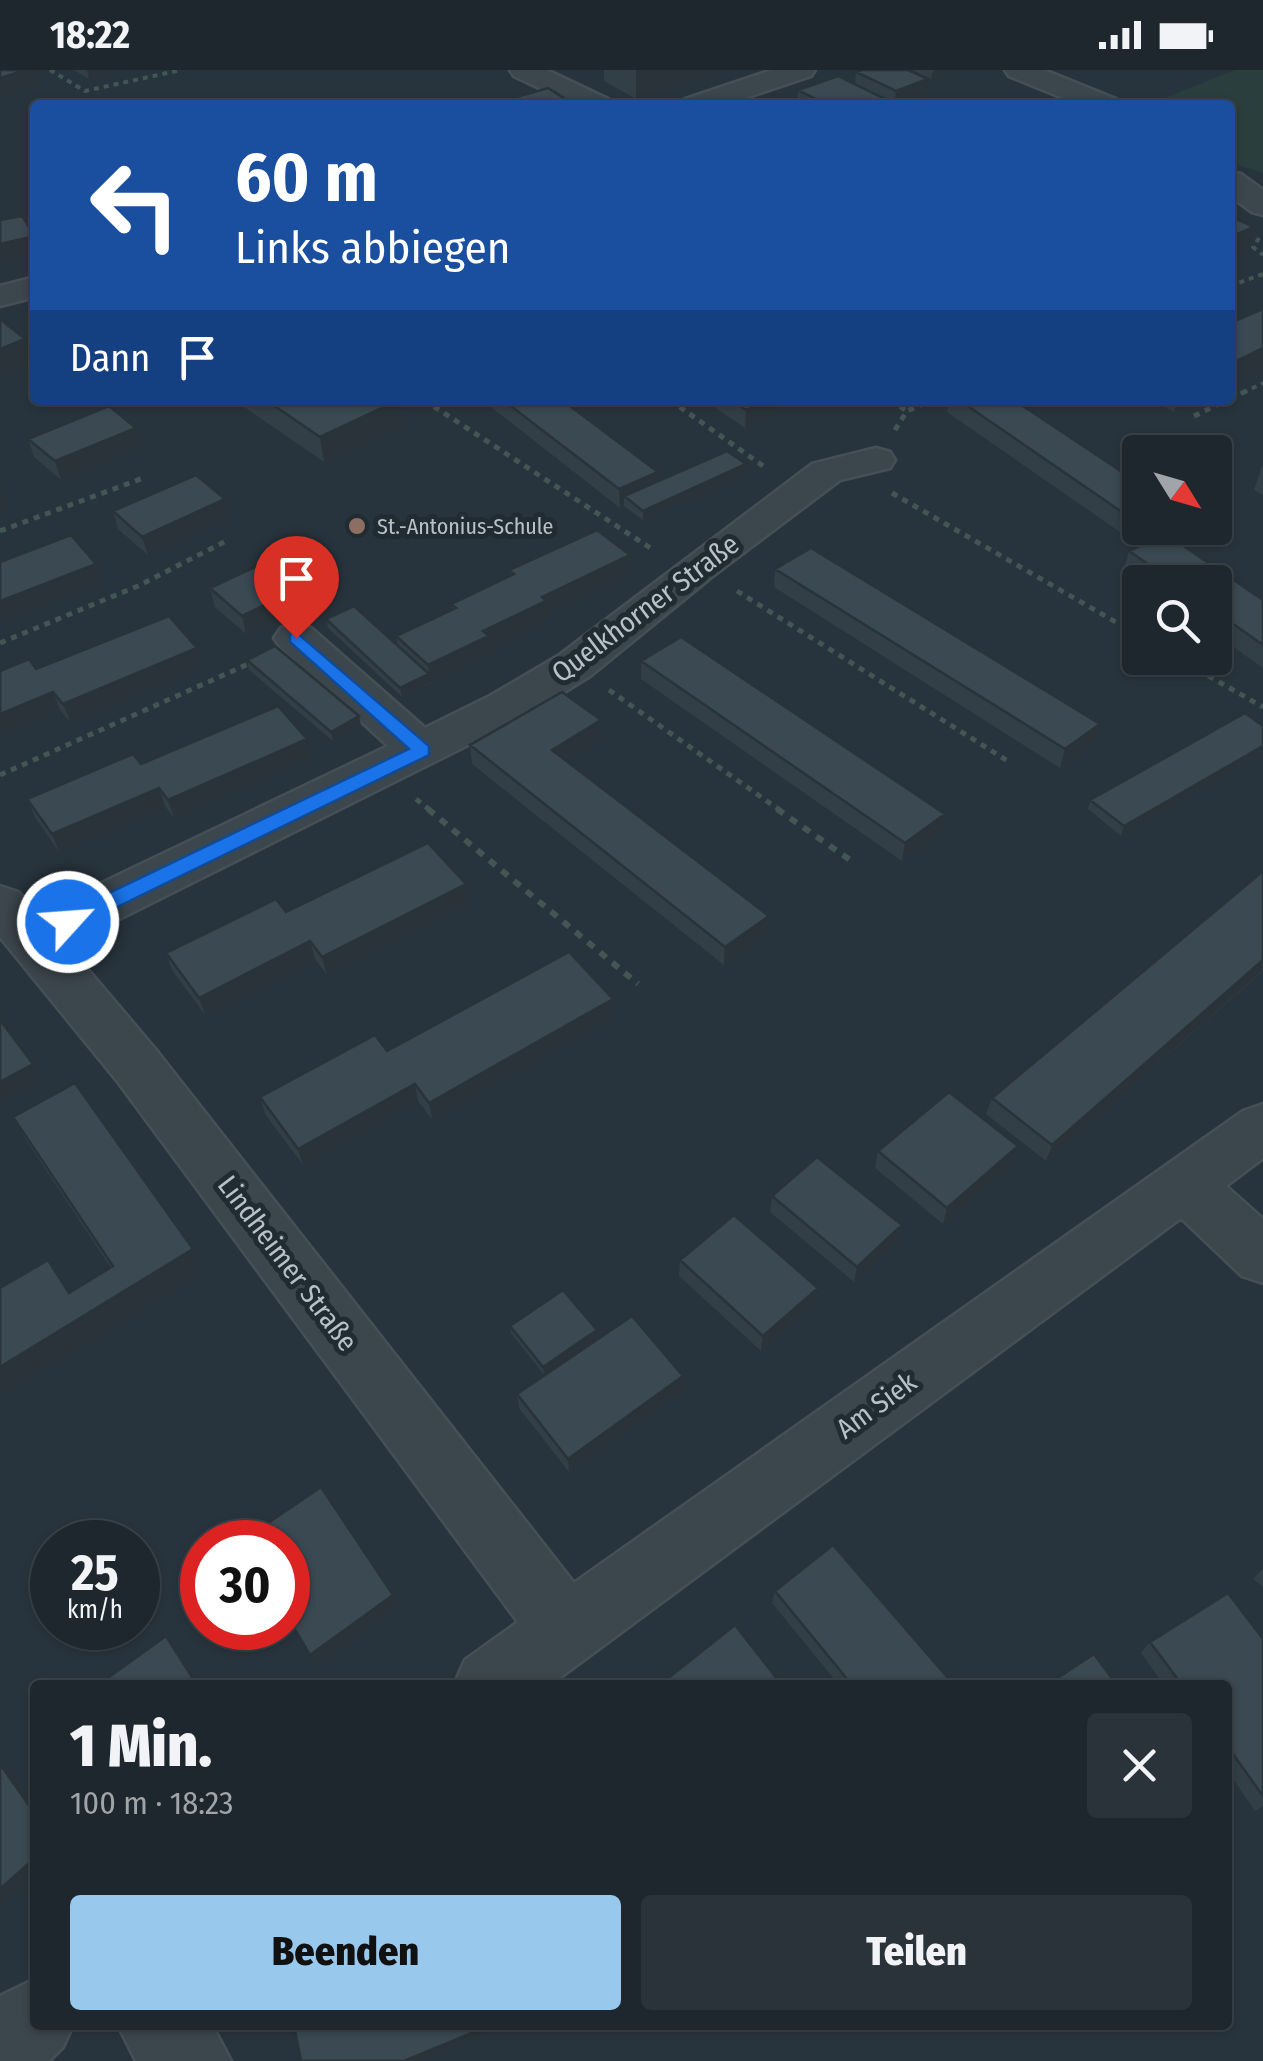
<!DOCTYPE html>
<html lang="de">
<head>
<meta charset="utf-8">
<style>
  :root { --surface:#1e272e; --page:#2b333a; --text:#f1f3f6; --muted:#a1a5aa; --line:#3c444a; --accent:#98c8ec }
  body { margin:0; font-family:"Fira Sans Condensed",sans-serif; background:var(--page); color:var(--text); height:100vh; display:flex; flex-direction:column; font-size:38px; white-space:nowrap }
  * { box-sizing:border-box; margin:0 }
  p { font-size:32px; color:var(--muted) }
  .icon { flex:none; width:55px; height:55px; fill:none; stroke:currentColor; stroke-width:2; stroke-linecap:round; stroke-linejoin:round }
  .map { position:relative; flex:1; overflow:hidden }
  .details { position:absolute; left:30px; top:1610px; width:1202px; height:350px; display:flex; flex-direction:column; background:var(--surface); border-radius:10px; box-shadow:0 2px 8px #0004,0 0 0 2px var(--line) }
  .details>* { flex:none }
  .guide { position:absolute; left:30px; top:30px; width:1205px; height:305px; border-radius:10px; box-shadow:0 2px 8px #0004,0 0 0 2px var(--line); background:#1a4fa0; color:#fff; overflow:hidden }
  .needle { width:65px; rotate:127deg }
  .fabs { position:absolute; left:1122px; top:365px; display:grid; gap:20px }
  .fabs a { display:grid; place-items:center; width:110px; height:110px; border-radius:10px; background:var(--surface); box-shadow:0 2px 8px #0004,0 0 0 2px var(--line); font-size:50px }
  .speed { position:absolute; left:30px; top:1450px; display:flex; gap:20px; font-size:50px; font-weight:700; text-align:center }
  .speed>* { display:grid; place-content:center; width:130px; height:130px; border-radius:50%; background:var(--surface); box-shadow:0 2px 8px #0004,0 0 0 2px var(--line); line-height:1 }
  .speed small { font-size:25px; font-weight:400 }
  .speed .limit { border:15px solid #d22; background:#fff; color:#111 }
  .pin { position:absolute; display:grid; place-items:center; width:85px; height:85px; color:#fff; margin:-102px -42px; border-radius:50% 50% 50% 0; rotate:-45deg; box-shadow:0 0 10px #0007 }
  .pin .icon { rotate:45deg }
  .me { position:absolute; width:110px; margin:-55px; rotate:64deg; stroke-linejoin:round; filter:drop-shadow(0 0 8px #0008) }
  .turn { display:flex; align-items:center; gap:35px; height:210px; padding:0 40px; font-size:45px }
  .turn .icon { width:130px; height:130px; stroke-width:2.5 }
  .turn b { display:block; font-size:70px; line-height:85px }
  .then { display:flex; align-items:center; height:95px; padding:0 40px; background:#0003; gap:20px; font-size:38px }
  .round { display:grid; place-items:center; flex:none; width:105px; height:105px; border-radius:10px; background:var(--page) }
  .head { display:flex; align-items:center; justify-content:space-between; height:170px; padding:0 40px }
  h1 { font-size:60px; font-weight:800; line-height:75px }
  .button { display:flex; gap:20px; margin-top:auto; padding:20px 40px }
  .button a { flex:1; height:115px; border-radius:10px; background:var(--accent); color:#111; font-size:40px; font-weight:800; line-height:115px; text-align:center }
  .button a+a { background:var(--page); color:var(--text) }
  .status { display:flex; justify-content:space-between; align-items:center; height:70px; padding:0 50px; background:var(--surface); direction:ltr }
  .status svg { height:28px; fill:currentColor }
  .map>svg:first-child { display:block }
  .green { fill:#2a3e3d }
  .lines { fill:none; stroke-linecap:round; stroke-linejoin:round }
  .minor-casing { stroke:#454f56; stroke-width:5 }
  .path-far2 { stroke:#435654; stroke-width:4; stroke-dasharray:5 5; stroke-linecap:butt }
  .path-far1 { stroke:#435654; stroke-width:5; stroke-dasharray:6 6; stroke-linecap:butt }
  .path { stroke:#435654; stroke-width:6; stroke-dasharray:8 8; stroke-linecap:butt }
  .minor { fill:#3c464d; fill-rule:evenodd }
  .wall { fill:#323f47 }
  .shaded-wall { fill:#293339 }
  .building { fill:#3a4952; stroke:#293339; stroke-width:2.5 }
  .route { fill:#1a73e8; stroke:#114b97; stroke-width:2.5 }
  .education-dot { fill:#8d6e63; stroke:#202b32; stroke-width:4 }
  .labels { text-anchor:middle; stroke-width:10; stroke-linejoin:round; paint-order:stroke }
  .far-poi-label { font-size:22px; fill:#b8c1c8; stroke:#202b32; text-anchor:start }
  .street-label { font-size:28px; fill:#b8c1c8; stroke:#202b32 }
</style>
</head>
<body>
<div class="status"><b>18:22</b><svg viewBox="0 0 49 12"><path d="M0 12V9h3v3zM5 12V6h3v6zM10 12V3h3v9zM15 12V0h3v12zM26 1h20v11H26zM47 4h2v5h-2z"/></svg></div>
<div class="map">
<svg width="1263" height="1991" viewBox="0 0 1263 1991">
  <rect width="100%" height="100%" fill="#28343d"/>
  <path class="green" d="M 1235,0 L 1263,0 L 1263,103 L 1230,92 L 1230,35 L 1147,35 Z"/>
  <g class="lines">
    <g class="minor-casing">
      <path id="minor" d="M 510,0 L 547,0 L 608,29 L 613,35 L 575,35 L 514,6 Z
        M 772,0 L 815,0 L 811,6 L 724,35 L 680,35 L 685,29 Z
        M 1005,0 L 1044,0 L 1116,29 L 1121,35 L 1080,35 L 1009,6 Z
        M 1230,102 L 1241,104 L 1263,120 L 1263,145 L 1252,142 L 1230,126 Z
        M 35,207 L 35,227 L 0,236 L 0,216 Z
        M 876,378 L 890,382 L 895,390 L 890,398 L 840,410 L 714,505 L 590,606 L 522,648 L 67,875 L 156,980 L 574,1513 L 1243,1041 L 1263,1034 L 1263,1088 L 1226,1116 L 1263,1149 L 1263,1213 L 1242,1206 L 1181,1148 L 550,1615 L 454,1615 L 465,1590 L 518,1552 L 118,1012 L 0,867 L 0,816 L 18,822 L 39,843 L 388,676 L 281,578 L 274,568 L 281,558 L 296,554 L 311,558 L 425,658 L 490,626 L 558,586 L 812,394 Z
        M 35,1909 L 35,1955 L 73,1955 L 63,1977 L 49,1991 L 0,1991 L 0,1926 Z
        M 118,1955 L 212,1955 L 231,1991 L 136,1991 Z"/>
    </g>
    <path class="path-far2" d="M 50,0 L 85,21 L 181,0
      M 1259,168 L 1253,177 L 1263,185
      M 1230,216 L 1263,204
      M 1243,323 L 1263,313"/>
    <path class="path-far1" d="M 1230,329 L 1248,320
      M 424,330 L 655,481
      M 670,330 L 766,398
      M 890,330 L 907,341
      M 1194,346 L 1227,330
      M 895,360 L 907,341 L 931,330
      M 892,423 L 1140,566
      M 0,461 L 146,407
      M 737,521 L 1011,693
      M 0,573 L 138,516 L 226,471
      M 1177,588 L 1263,637
      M 609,620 L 781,741
      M 0,705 L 255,591
      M 416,729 L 431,741"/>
    <path class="path" d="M 428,739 L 638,914
      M 777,739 L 853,792"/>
    <use href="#minor" class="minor"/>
  </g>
  <path class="wall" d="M 74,0 L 119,0 L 89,9 Z
    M 604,0 L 725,0 L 636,29 L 604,11 Z
    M 913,0 L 959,0 L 931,10 Z
    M 856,2 L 926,26 L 900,35 L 889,35 L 882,32 L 882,35 L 797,35 L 798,20 L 855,14 Z
    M 234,330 L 401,330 L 404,355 L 324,392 Z
    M 482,330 L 562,330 L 658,402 L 658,411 L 746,404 L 643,450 L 624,436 L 620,438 Z
    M 704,330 L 781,330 L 779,343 L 745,358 Z
    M 949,330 L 1014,330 L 1140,414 L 1140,458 L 1155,458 L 1130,469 L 947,342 Z
    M 1153,330 L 1199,330 L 1174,342 Z
    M 28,369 L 141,376 L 61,410 L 34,387 Z
    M 1263,394 L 1263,425 L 1254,420 Z
    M 113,441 L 229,447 L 148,485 L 118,459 Z
    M 1166,464 L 1263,530 L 1263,598 L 1215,564 L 1215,512 L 1142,512 L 1124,499 L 1129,481 Z
    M 630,485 L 630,503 L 547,543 L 547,549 L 490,577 L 491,584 L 402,627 L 328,558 L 326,549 L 398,576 L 396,566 L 452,540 L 451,534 L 510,506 L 509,500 Z
    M 775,499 L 1100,654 L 1095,672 L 1060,698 L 774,517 Z
    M 327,505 L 330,523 L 246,564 L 215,537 L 210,518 Z
    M 197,578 L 202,596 L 70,652 L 60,640 L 0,665 L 0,601 L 36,599 Z
    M 247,590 L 359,646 L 361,656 L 333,671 L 249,600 Z
    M 641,591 L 945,744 L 942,762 L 902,791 L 641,609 Z
    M 601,650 L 601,668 L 565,690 L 767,864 L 724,895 L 472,694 L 470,675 Z
    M 1263,656 L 1263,683 L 1121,766 L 1088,739 L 1090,730 Z
    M 311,687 L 174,748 L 165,736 L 59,782 L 35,747 L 27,729 Z
    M 1263,801 L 1263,901 L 1046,1091 L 986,1044 L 992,1028 Z
    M 468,832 L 327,905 L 315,889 L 205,945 L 172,900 L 166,883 L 286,842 Z
    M 613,929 L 613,946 L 432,1049 L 418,1031 L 303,1095 L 265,1044 L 260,1027 L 387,981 Z
    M 13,1047 L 203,1201 L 0,1326 L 0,1218 L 69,1223 L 111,1198 L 26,1070 Z
    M 1018,1076 L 1012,1093 L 943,1154 L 875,1098 L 878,1081 Z
    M 772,1126 L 902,1155 L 898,1171 L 854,1212 L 770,1142 Z
    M 680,1190 L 815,1233 L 761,1281 L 679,1206 Z
    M 510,1256 L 597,1260 L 597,1268 L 544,1305 L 511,1263 Z
    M 683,1306 L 682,1321 L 569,1402 L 519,1338 L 517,1324 Z
    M 1263,1498 L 1263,1517 L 1253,1509 Z
    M 775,1521 L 954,1615 L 839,1615 L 772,1533 Z
    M 1263,1569 L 1263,1736 L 1255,1741 L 1228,1702 L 1228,1615 L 1164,1615 L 1141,1583 L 1150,1572 Z"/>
  <path class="shaded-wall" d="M 26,0 L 33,0 L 37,14 L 2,26 L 0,8 Z
    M 87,0 L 119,0 L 89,9 Z
    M 636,0 L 725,0 L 636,29 Z
    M 936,0 L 959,0 L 931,10 L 933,1 Z
    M 928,9 L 926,26 L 900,35 L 894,35 L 896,21 Z
    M 883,28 L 882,35 L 863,35 Z
    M 1254,157 L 1246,182 L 1230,189 L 1230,167 Z
    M 35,166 L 35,184 L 0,192 L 0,174 Z
    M 25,269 L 33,295 L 0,307 L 0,279 Z
    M 1263,278 L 1263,300 L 1230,315 L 1230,294 Z
    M 147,330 L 165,330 L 149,337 Z
    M 399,330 L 401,330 L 404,355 L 324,392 L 320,367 Z
    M 770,330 L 781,330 L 779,343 L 745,358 L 746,340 Z
    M 1177,330 L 1199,330 L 1174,342 Z
    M 136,358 L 141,376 L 61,410 L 55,391 Z
    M 746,394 L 746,404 L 643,450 L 643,441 Z
    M 658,402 L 658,420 L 624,426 L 624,436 L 620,438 L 619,419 Z
    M 0,421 L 2,421 L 9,439 L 0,442 Z
    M 225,429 L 229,447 L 148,485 L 142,467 Z
    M 1140,448 L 1140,458 L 1155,458 L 1130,469 L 1135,451 Z
    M 630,485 L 630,503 L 547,543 L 547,549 L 490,577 L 491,584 L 430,613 L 428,595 L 542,527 Z
    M 96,494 L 102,512 L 0,552 L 0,531 Z
    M 327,505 L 330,523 L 246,564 L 242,546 Z
    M 197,578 L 202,596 L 70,652 L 63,634 Z
    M 429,604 L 430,613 L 402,627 L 400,618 Z
    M 53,622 L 60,640 L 0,665 L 0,644 Z
    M 359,646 L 361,656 L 333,671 L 331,662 Z
    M 601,650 L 601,668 L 553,698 L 552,680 Z
    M 1100,654 L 1095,672 L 1060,698 L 1065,679 Z
    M 307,669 L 311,687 L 174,748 L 168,730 Z
    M 1263,676 L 1263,683 L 1121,766 L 1124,756 Z
    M 159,718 L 165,736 L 59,782 L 52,764 Z
    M 945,744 L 942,762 L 902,791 L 905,773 Z
    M 466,814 L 468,832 L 327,905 L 322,887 Z
    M 769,846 L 767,864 L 724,895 L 725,877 Z
    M 310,871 L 315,889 L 205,945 L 199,928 Z
    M 1263,890 L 1262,901 L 1046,1091 L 1052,1075 Z
    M 613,929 L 613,946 L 432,1049 L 429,1033 Z
    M 33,994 L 42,1011 L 0,1034 L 0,1012 Z
    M 415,1014 L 418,1031 L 303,1095 L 298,1079 Z
    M 1018,1076 L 1012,1093 L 943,1154 L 947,1138 Z
    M 902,1155 L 898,1171 L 854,1212 L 857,1197 Z
    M 193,1179 L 203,1201 L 0,1326 L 0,1297 Z
    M 818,1218 L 815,1233 L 761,1281 L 763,1266 Z
    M 597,1260 L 597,1268 L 544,1305 L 543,1297 Z
    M 683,1306 L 682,1321 L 569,1402 L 568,1389 Z
    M 393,1525 L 398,1536 L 316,1596 L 310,1585 Z
    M 0,1694 L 12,1703 L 35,1736 L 35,1744 Z
    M 35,1788 L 35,1806 L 0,1837 L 0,1819 Z
    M 491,1955 L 505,1955 L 418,1991 L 404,1991 Z"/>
  <path class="building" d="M 0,0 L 26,0 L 0,8 Z
    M 862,0 L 908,0 L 928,9 L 896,21 L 856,2 Z
    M 838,6 L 883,28 L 863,35 L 851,35 L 845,32 L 835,35 L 828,35 L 798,20 Z
    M 548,18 L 570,32 L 561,35 L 509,35 L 503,31 Z
    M 22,146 L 35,166 L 0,174 L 0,150 Z
    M 1230,146 L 1254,157 L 1230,167 Z
    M 1263,239 L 1263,278 L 1230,294 L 1230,253 Z
    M 0,249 L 25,269 L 0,279 Z
    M 266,330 L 399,330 L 320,367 Z
    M 503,330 L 562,330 L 658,402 L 619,419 Z
    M 731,330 L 770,330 L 746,340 Z
    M 959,330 L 1014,330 L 1140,414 L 1140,448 L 1135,451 Z
    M 109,336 L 136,358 L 55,391 L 28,369 Z
    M 727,381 L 746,394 L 643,441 L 624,426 Z
    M 196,405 L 225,429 L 142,467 L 113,441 Z
    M 597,460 L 630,485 L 542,527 L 546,531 L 483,561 L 489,566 L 428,595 L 396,566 L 456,538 L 451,534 L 514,504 L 509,500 Z
    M 1166,464 L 1263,530 L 1263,575 L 1215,541 L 1215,512 L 1174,512 L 1129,481 Z
    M 71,465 L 96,494 L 0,531 L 0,492 Z
    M 811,478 L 1100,654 L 1065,679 L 775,499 Z
    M 294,479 L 327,505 L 242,546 L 210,518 Z
    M 354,536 L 429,604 L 400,618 L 326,549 Z
    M 169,546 L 197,578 L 63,634 L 53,622 L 0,644 L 0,601 L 29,589 L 36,599 Z
    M 681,567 L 945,744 L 905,773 L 641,591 Z
    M 275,576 L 359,646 L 331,662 L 247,590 Z
    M 562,622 L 601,650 L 552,680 L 769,846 L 725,877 L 470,675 Z
    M 278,636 L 307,669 L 168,730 L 159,718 L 52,764 L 27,729 L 133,684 L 141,694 Z
    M 1245,643 L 1263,656 L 1263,676 L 1124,756 L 1090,730 Z
    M 428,773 L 466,814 L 322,887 L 310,871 L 199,928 L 166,883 L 276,829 L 286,842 Z
    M 1263,801 L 1263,890 L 1052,1075 L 992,1028 Z
    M 569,882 L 613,929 L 429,1033 L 415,1014 L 298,1079 L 260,1027 L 375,965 L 387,981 Z
    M 0,950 L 33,994 L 0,1012 Z
    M 75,1013 L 193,1179 L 0,1297 L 0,1218 L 48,1190 L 69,1223 L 113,1196 L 13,1047 Z
    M 949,1022 L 1018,1076 L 947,1138 L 878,1081 Z
    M 817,1087 L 902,1155 L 857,1197 L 772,1126 Z
    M 734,1145 L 818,1218 L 763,1266 L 680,1190 Z
    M 563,1220 L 597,1260 L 543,1297 L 510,1256 Z
    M 632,1246 L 683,1306 L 568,1389 L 517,1324 Z
    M 321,1417 L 393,1525 L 310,1585 L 288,1548 L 288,1472 L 240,1472 Z
    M 833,1475 L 954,1615 L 852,1615 L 775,1521 Z
    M 1228,1523 L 1263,1569 L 1263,1726 L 1228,1677 L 1228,1615 L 1182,1615 L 1150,1572 Z
    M 735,1555 L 782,1615 L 671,1615 L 667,1609 Z
    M 166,1566 L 197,1615 L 98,1615 Z
    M 1094,1584 L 1117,1615 L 1047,1615 Z
    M 0,1694 L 35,1744 L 35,1788 L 0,1819 Z
    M 294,1955 L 491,1955 L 404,1991 L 301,1991 Z"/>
  <path class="route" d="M 296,562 L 429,676 L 429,685 L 76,857 L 61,857 L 58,852 L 61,846 L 409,679 L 290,572 L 290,564 Z"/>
  <circle class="education-dot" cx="357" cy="456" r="10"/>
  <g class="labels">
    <g class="far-poi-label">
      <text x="377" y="464">St.-Antonius-Schule</text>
    </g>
    <g class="street-label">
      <text transform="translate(645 538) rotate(-37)" y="10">Quelkhorner Straße</text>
      <text transform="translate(288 1193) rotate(53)" y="10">Lindheimer Straße</text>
      <text transform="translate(876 1335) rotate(-36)" y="10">Am Siek</text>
    </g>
  </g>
</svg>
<div class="fabs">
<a><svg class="needle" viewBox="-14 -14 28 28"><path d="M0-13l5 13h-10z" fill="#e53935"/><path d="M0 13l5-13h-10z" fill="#a1a5aa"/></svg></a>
<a><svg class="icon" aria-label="search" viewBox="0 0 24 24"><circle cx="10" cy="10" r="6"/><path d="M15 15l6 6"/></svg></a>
</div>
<div class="speed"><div>25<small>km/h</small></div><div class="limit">30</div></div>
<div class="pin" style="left:296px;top:568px;background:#d93025"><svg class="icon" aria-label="arrive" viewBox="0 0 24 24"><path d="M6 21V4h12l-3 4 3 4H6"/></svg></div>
<svg class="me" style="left:68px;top:852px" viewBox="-20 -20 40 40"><circle r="17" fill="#1a73e8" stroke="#fff" stroke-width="3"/><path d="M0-11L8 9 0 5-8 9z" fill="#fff"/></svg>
<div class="guide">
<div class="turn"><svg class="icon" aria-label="left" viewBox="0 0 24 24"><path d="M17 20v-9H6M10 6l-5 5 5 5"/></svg><div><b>60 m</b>Links abbiegen</div></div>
<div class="then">Dann<svg class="icon" aria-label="arrive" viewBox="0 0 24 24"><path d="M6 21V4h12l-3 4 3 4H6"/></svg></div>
</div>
<section class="details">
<div class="head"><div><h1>1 Min.</h1><p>100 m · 18:23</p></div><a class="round"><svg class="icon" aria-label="close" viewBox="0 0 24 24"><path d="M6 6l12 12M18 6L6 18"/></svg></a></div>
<div class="button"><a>Beenden</a><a>Teilen</a></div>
</section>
</div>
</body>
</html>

-.-.-

# Exercise details:
Take exactly the lines from the one containing "M 1194,346 L 1227,330" through the one containing "M 1263,656 L" in the data above, and output them with nothing added.

# Written response:
      M 1194,346 L 1227,330
      M 895,360 L 907,341 L 931,330
      M 892,423 L 1140,566
      M 0,461 L 146,407
      M 737,521 L 1011,693
      M 0,573 L 138,516 L 226,471
      M 1177,588 L 1263,637
      M 609,620 L 781,741
      M 0,705 L 255,591
      M 416,729 L 431,741"/>
    <path class="path" d="M 428,739 L 638,914
      M 777,739 L 853,792"/>
    <use href="#minor" class="minor"/>
  </g>
  <path class="wall" d="M 74,0 L 119,0 L 89,9 Z
    M 604,0 L 725,0 L 636,29 L 604,11 Z
    M 913,0 L 959,0 L 931,10 Z
    M 856,2 L 926,26 L 900,35 L 889,35 L 882,32 L 882,35 L 797,35 L 798,20 L 855,14 Z
    M 234,330 L 401,330 L 404,355 L 324,392 Z
    M 482,330 L 562,330 L 658,402 L 658,411 L 746,404 L 643,450 L 624,436 L 620,438 Z
    M 704,330 L 781,330 L 779,343 L 745,358 Z
    M 949,330 L 1014,330 L 1140,414 L 1140,458 L 1155,458 L 1130,469 L 947,342 Z
    M 1153,330 L 1199,330 L 1174,342 Z
    M 28,369 L 141,376 L 61,410 L 34,387 Z
    M 1263,394 L 1263,425 L 1254,420 Z
    M 113,441 L 229,447 L 148,485 L 118,459 Z
    M 1166,464 L 1263,530 L 1263,598 L 1215,564 L 1215,512 L 1142,512 L 1124,499 L 1129,481 Z
    M 630,485 L 630,503 L 547,543 L 547,549 L 490,577 L 491,584 L 402,627 L 328,558 L 326,549 L 398,576 L 396,566 L 452,540 L 451,534 L 510,506 L 509,500 Z
    M 775,499 L 1100,654 L 1095,672 L 1060,698 L 774,517 Z
    M 327,505 L 330,523 L 246,564 L 215,537 L 210,518 Z
    M 197,578 L 202,596 L 70,652 L 60,640 L 0,665 L 0,601 L 36,599 Z
    M 247,590 L 359,646 L 361,656 L 333,671 L 249,600 Z
    M 641,591 L 945,744 L 942,762 L 902,791 L 641,609 Z
    M 601,650 L 601,668 L 565,690 L 767,864 L 724,895 L 472,694 L 470,675 Z
    M 1263,656 L 1263,683 L 1121,766 L 1088,739 L 1090,730 Z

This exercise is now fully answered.